### Required work:
Retrieve each line that contains the word "turn" from the entries below.

### Material to process:
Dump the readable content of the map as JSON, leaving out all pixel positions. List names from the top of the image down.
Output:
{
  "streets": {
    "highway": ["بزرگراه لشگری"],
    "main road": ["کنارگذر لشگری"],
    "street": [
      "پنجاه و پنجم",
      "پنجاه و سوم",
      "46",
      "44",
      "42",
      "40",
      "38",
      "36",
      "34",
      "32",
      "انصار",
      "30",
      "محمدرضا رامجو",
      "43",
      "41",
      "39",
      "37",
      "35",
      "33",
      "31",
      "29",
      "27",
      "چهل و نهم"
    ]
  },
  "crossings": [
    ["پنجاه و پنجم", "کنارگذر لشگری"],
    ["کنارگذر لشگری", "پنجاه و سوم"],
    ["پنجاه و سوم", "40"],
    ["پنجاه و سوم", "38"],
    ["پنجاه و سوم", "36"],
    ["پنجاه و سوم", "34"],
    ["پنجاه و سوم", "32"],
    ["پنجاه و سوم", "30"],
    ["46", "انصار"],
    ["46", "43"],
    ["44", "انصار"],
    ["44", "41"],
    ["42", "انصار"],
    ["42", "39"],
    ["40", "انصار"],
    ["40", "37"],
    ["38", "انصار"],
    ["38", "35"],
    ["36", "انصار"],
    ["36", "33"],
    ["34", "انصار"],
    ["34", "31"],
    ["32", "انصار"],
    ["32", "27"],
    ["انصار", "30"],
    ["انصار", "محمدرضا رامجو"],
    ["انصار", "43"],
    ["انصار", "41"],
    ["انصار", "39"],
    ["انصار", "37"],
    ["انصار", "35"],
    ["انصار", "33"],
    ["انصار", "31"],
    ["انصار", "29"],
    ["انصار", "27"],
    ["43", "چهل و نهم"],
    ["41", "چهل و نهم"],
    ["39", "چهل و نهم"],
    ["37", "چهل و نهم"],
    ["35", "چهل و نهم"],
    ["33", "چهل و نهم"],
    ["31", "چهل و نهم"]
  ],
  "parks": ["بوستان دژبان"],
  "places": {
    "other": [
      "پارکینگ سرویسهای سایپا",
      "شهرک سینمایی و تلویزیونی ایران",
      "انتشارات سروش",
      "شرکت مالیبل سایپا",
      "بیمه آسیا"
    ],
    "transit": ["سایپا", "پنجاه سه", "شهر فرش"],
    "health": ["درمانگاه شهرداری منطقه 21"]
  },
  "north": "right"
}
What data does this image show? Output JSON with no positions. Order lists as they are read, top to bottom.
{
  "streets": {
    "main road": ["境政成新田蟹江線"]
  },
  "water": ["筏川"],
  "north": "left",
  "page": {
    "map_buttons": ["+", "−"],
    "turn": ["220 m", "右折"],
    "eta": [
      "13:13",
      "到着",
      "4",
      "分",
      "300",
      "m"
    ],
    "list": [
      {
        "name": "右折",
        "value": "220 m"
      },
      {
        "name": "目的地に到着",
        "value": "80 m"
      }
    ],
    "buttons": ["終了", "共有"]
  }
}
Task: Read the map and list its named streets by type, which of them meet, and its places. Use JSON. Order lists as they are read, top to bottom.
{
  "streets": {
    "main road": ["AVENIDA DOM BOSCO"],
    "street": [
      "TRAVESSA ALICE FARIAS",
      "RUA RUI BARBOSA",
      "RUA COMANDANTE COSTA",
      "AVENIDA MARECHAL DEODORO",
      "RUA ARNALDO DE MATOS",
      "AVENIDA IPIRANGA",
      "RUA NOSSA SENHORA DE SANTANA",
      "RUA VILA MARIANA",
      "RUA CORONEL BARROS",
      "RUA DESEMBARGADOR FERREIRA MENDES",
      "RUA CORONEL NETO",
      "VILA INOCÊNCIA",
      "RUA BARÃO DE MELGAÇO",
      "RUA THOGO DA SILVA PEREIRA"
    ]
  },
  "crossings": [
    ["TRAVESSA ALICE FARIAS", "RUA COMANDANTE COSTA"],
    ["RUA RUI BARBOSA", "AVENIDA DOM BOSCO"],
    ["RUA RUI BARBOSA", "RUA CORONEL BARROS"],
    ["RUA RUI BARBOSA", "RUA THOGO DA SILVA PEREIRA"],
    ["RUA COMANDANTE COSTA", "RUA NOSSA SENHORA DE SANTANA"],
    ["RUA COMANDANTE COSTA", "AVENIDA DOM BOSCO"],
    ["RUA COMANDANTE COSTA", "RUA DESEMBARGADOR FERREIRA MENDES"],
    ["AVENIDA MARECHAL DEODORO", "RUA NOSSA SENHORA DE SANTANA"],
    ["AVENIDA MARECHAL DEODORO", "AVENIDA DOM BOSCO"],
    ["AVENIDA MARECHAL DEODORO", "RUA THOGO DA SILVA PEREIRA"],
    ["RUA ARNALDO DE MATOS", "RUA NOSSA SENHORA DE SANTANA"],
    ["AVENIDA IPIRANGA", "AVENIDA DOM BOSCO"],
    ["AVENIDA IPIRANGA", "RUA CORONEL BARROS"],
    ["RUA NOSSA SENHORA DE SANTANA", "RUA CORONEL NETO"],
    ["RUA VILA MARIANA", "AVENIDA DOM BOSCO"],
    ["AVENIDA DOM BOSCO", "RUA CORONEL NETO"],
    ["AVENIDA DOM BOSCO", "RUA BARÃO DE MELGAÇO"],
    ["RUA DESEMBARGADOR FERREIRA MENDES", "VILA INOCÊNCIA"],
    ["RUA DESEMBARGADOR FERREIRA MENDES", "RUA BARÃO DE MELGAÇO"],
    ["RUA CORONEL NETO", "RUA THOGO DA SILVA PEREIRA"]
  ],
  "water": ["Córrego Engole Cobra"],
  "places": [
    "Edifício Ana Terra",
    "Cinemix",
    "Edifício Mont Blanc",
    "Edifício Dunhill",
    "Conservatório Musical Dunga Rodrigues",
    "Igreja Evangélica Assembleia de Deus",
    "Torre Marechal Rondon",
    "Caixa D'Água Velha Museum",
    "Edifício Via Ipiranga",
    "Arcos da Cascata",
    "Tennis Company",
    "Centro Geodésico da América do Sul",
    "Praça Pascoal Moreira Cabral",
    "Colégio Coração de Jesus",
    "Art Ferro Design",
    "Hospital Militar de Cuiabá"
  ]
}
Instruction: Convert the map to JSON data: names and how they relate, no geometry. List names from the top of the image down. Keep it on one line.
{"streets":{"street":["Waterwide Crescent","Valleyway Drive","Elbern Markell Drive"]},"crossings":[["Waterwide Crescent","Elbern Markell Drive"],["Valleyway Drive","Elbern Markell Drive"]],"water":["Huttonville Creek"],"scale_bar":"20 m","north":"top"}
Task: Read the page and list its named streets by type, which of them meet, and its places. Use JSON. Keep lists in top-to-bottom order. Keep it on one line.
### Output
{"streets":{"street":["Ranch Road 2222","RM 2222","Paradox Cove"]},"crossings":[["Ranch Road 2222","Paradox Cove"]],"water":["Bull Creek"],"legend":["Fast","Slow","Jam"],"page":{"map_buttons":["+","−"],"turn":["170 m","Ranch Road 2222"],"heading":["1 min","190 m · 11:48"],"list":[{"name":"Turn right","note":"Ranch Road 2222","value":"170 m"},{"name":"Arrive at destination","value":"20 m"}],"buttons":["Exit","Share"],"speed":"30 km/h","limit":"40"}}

### Expected answer:
    "turn": ["220 m", "右折"],
{"streets":{"street":["Ranch Road 2222","RM 2222","Paradox Cove"]},"crossings":[["Ranch Road 2222","Paradox Cove"]],"water":["Bull Creek"],"legend":["Fast","Slow","Jam"],"page":{"map_buttons":["+","−"],"turn":["170 m","Ranch Road 2222"],"heading":["1 min","190 m · 11:48"],"list":[{"name":"Turn right","note":"Ranch Road 2222","value":"170 m"},{"name":"Arrive at destination","value":"20 m"}],"buttons":["Exit","Share"],"speed":"30 km/h","limit":"40"}}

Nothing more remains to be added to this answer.